Molti si sono scagliati giudicando irrispettosi questi gesti. Io li ho osservati a distanza (sono una persona timida, non riesco a tuffarmi negli eventi con sconosciuti, concerti e partite di basket a parte) e ci ho visto la voglia di abbracciarsi, come cittadini di uno stesso mondo, senza confini. E la cosa mi ha commosso profondamente.

Le emozioni

Capita anche a voi la lacrima facile in questi giorni? A me tantissimo. Mi commuovo leggendo testimonianze, guardando alcuni video, a volte anche scrivendo i numeri quotidiani del “bollettino di guerra”. Non riesco a vivere con il dovuto distacco il lavoro, mi angoscio (più o meno) nell’arco della giornata in base a quello che raccontiamo. Non è professionale?

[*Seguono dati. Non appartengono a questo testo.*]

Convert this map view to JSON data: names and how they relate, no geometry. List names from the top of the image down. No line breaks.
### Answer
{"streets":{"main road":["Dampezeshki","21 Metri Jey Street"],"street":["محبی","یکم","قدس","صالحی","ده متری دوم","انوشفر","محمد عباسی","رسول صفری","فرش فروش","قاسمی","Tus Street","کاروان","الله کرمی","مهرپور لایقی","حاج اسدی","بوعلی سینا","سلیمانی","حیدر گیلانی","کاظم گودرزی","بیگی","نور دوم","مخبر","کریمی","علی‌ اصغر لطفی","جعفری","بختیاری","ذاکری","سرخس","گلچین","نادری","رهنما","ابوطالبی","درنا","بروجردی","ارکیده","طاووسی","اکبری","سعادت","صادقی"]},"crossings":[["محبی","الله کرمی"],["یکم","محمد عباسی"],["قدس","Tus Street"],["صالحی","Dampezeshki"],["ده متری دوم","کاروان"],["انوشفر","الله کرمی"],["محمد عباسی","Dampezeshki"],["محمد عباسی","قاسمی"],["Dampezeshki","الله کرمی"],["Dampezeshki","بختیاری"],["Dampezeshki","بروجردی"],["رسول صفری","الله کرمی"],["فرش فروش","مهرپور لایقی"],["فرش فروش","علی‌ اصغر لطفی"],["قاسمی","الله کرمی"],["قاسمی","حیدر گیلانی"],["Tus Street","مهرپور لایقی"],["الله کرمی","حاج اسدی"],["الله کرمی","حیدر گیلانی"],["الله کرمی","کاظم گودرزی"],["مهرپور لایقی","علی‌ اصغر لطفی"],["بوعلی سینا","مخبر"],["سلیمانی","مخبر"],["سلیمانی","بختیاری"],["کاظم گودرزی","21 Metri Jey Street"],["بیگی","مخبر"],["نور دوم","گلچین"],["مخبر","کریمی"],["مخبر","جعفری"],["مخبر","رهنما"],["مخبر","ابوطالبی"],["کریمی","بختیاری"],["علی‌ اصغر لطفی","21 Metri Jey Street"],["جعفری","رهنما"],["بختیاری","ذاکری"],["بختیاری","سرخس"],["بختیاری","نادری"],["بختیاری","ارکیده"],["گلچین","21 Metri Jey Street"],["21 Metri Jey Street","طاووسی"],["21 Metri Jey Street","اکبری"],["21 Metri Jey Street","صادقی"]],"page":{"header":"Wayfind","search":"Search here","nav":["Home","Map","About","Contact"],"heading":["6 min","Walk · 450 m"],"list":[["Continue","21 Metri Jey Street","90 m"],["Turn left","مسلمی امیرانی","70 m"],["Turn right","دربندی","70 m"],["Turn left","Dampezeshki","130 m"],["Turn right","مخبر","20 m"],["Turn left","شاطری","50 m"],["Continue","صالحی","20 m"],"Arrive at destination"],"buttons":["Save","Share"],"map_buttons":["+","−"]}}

È umano, e questo mi basta.

Un mondo nuovo

Ecco, in questa pseudo auto-analisi che ormai procede da un mese, mi sono reso conto di una cosa su tutto: la tragedia che stiamo vivendo cambierà il mondo, o per lo meno il mio, il nostro. Sono una persona che, di natura, per semplificare, tende a respingere, non accettare, non accogliere le emozioni. Le vuole anestetizzare, quasi fossero un brutto male. Le emozioni, in un evento del genere sono “inarginabili” e questo è un bene che, pur nel male, mi ha cambiato. In positivo.

Voglio e auguro a tutti noi di riempire questo silenzio al più presto con un’altra grossa carenza: i sorrisi. E la voglia di abbracciarci, tutti quanti, come parte della stessa meravigliosa e difficile storia: la vita.